● TASK REQUIREMENTS:
Wherever the word "canvas" appears in a line below, that line counts; report the total number of such lines only.

──────── DATA TO PROCESS ────────

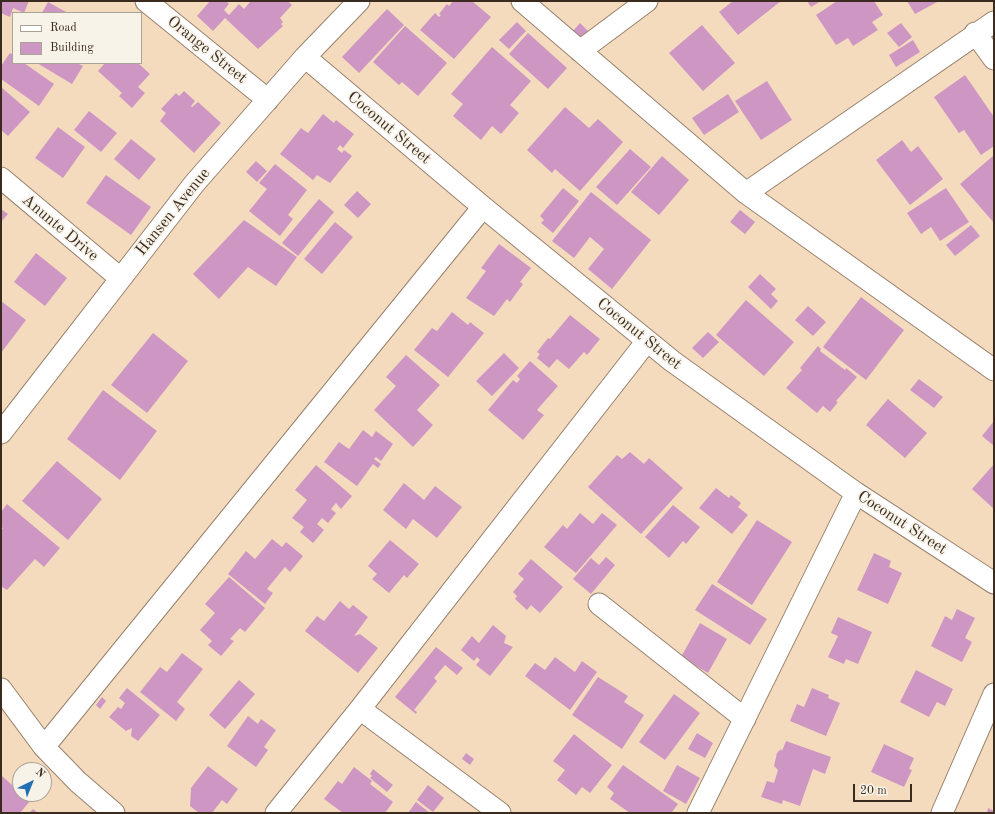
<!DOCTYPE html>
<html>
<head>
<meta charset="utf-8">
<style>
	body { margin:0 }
	#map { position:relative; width:995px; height:814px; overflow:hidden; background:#f4dbbe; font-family:"Old Standard TT",serif }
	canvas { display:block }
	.frame { position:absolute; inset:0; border:2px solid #3b2a1e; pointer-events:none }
	.legend { position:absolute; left:12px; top:12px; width:130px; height:52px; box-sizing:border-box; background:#f7f3e8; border:1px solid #aca397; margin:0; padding:5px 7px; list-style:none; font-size:12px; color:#3b2a1e }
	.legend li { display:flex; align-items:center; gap:8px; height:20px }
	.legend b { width:20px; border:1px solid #aca397 }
	.north { position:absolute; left:12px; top:762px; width:40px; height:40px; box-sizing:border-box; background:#f7f3e8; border:1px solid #aca397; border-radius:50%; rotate:43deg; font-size:11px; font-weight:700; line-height:16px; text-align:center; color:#3b2a1e }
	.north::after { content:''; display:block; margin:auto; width:14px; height:18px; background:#1f6fb2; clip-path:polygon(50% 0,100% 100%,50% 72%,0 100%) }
	.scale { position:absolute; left:853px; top:784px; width:59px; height:18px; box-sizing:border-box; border:2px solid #3b2a1e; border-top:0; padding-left:5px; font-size:12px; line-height:14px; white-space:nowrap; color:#3b2a1e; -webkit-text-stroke:3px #f7f3e8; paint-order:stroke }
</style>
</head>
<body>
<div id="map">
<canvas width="995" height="814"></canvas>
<div class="frame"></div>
<ul class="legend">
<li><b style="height:5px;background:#fff"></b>Road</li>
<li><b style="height:11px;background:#ce97c3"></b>Building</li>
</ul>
<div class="north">N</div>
<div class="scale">20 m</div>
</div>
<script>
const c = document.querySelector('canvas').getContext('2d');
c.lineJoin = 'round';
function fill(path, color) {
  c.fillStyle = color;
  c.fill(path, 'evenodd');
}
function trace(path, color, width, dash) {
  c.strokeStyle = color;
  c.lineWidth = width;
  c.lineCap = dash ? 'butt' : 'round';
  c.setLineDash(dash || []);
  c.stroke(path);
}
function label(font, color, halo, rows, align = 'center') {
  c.font = font + ' "Old Standard TT",serif';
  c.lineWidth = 3.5;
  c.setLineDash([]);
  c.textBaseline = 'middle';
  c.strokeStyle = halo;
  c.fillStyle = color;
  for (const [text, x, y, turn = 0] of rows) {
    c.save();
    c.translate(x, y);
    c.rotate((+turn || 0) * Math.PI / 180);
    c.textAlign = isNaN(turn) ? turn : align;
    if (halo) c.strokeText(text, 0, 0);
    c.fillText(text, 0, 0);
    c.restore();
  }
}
const building = new Path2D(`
	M1,1H29L24,13L13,8L10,17L1,13Z
	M210,1H226L229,4L224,10L229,15L239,4L244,9L251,1H288L292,5L280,18L283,22L281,24L283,26L258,49L225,18L213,31L197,16Z
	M453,1H472L491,17L454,59L420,30L435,13L439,17L441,15L439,14L447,4L449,6Z
	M733,1H781L738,35L719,12Z
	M807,1H821L811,7Z
	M837,1H874L883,15L872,22L878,30L853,46L848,38L836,45L816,15Z
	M907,1H939L915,14Z
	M48,2L68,13H42Z
	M387,9L404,25L359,73L342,57Z
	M517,22L526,31L509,49L499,40Z
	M580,23L588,31L581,38L573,31Z
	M901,23L912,37L899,47L887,33Z
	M702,25L735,63L703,91L669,53Z
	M405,26L447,63L418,96L402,82L399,85L373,62Z
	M528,33L567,68L548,89L509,54Z
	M913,40L920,52L896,67L889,55Z
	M492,47L531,81L510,105L519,113L501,134L492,126L481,140L453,116L463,104L451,94Z
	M10,53L13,55V63H24L54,84L39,106L1,79V66Z
	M37,63H77L83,66L72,84Z
	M105,63H138L150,74L138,87L145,93L132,108L119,96L122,93L98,71Z
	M965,75L994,117V146L981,155L964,130L959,133L934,97Z
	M767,81L792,120L761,140L735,101Z
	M1,87L30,112L8,136L1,130Z
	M184,91L195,101L191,106L192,107L198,102L221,123L194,153L160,121L166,113L161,109L176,93L179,96Z
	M728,94L739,112L704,135L692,118Z
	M565,107L589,128L598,119L623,142L580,191L555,169L552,173L527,150Z
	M89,111L117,133L101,152L74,130Z
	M323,114L334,123L336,120L354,134L343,148L340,145L337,149L342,153L344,150L352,156L330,183L317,175L313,180L280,154L301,128L308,133Z
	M58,127L85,147L63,178L35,158Z
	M131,139L156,159L139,180L114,159Z
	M902,140L911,152L918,146L943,179L910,205L876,160Z
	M630,149L651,167L617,205L596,187Z
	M662,156L689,180L659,215L631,192Z
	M993,156L994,158V223L960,184Z
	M256,161L267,171L257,182L246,172Z
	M275,164L307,190L288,215L293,219L280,236L249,211L267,189L259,183Z
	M106,175L151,207L131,235L86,203Z
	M563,188L579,201L553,233L541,223L544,220L540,216Z
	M946,188L969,222L940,241L931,227L921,234L907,213Z
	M357,191L371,204L358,218L344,205Z
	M591,192L651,240L612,289L588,269L604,249L590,237L574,258L552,241Z
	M319,199L334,212L298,256L282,243Z
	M1,209L8,214L1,222Z
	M740,210L755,222L745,234L730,222Z
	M244,220L297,257L276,286L248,267L219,299L193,274Z
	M335,222L353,237L322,274L304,259Z
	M971,225L980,236L955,256L946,245Z
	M499,244L531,268L520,282L523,284L510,302L507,299L494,316L466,298L486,271L481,268Z
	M36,253L67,278L45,306L14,282Z
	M760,274L776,289L771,294L778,301L771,309L748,287Z
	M861,297L904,330L866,380L823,347Z
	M746,300L794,342L764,376L716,335Z
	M1,301L26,320L1,353Z
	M808,306L826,322L813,336L795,320Z
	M452,312L468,325L470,322L484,333L448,377L414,350L432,328L437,331Z
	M570,315L600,339L587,355L584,352L569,369L557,359L549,368L537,358L540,354L537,352L548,338L550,339Z
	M708,332L719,342L703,358L692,348Z
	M153,333L188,361L147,413L111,385Z
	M818,346L821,349L820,351L845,370L846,368L857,377L836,401L838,402L830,412L823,406L817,413L786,388L802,370L800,368Z
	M504,353L519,368L492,396L476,381Z
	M406,355L440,385L417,410L433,425L413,447L374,410L396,386L386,377Z
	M530,361L558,386L537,410L544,415L523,440L488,410L513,380L517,383L520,379L517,376Z
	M919,379L943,397L934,408L910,390Z
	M103,390L157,431L120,480L67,439Z
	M888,399L927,433L905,458L866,425Z
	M994,421V446L982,436Z
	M363,430L372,437L376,431L393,444L381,461L376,457L374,459L381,464L378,468L373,464L357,486L324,462L339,442L349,449Z
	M630,452L644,464L649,458L683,488L641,534L588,487L617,455L622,459Z
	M57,461L102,499L68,540L22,501Z
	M994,464V509L972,489Z
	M316,465L352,496L341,509L336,503L331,509L336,513L328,523L322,518L317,524L324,530L313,543L300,532L304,527L292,518L307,500L295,490Z
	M404,483L424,500L435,486L462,507L437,538L413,519L406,529L383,510Z
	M716,488L729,498L731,495L741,503L738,507L748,515L732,534L699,508Z
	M7,504L60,548L44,567L35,559L7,590L1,586V530L3,528L1,527V512Z
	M673,505L700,527L686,544L683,541L669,558L645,537Z
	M580,513L593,524L602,513L617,525L576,573L544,547L563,525L567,529Z
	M757,520L792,542L752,605L717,582Z
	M272,539L282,547L286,542L303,556L290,572L285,567L267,589L273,593L265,604L228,574L246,551L255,559Z
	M390,540L419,564L407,578L404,575L389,593L372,579L377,574L368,566Z
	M874,553L891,561L889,567L902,573L888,604L857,590Z
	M606,557L615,565L591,594L573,579L591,558L599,565Z
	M531,559L563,587L540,613L531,605L527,610L515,599L517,596L513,592L524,579L518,574Z
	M229,577L265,608L245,632L240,628L230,639L234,641L221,656L208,645L212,641L200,630L215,613L205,604Z
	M712,584L767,619L750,645L695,610Z
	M340,601L349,609L353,605L368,617L354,636L360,634L378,648L358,673L305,631L317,616L324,621Z
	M957,609L975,618L965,638L972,642L962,662L931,646L945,616L952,620Z
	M838,617L872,632L858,664L846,659L844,664L828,657L838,636L831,633Z
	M700,623L727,639L708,673L681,657Z
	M493,625L506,636L504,643L513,647L490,676L476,665L480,660L477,657L474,661L461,650L472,636L479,643Z
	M436,647L463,668L457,675L445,665L434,678L437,681L414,710L417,712L416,714L395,697Z
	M182,653L203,669L177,702L185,709L176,721L140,692L160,667L167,672Z
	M555,657L575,672L582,661L597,672L570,710L525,676L535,663L545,670Z
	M916,670L953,689L945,706L937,702L929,717L900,702Z
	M598,677L628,696L624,702L644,715L622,749L572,715Z
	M239,680L255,694L225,729L209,715Z
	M127,688L160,715L138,741L131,736L132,728L126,731L109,717L118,707L121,709L125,703L119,698Z
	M812,688L829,695L828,698L840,703L826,736L790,721L797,704L804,707Z
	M674,694L700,713L665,760L639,742Z
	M102,697L106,701L100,709L96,705Z
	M248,716L258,724L261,719L276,730L264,747L268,750L256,767L227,746Z
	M697,733L713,743L705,758L688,749Z
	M574,734L612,765L590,793L582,787L576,795L557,780L565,770L553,761Z
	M786,741L831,757L825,774L813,769L800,806L783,800L782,804L761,797L767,781L774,783L778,770L774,766L777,753L781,749L782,751Z
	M884,744L914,758L909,769L912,770L904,787L871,772Z
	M466,753L474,759L470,765L462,759Z
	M623,765L678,804L672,812L674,813H630L610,799L614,793L607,787Z
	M677,765L700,778L686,804L663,791Z
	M208,766L238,789L227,804L222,800L212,813H199L190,806L191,788Z
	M354,767L372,781L370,784L393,802L385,813H343L324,799L338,781L342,784Z
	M373,769L393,785L387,792L370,778L372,776L370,774Z
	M2,776L20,792V794L30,801L20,813H1Z
	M428,785L444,798L433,812L417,800Z
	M416,802L430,813H408Z
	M988,808L994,811V813H987Z
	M33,809L38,813H29Z`);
const minor = new Path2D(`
	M146,1L268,100
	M522,1L746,193L994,370
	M975,33L994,59
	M580,51L647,1
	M305,57L483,207L672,361L856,493L994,583
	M1,178L120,278
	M746,193L994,22
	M1,433L194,184L305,57L359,1
	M599,604L745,719
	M1,689L44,747L78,782L114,813
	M360,709L500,813
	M44,747L483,207
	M276,813L360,709L647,341
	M698,813L856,493
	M942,813L994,694`);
const streetNames = [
	["Orange Street",207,50,39],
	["Coconut Street",389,128,40],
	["Hansen Avenue",173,212,-51],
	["Anunte Drive",60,228,40],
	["Coconut Street",639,334,39],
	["Coconut Street",902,523,33]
];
fill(building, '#ce97c3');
trace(minor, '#98826e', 23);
trace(minor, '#fff', 21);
label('16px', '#3b2a1e', '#f7f3e8', streetNames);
</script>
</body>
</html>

────────

● SOLUTION TO THIS EXERCISE:
3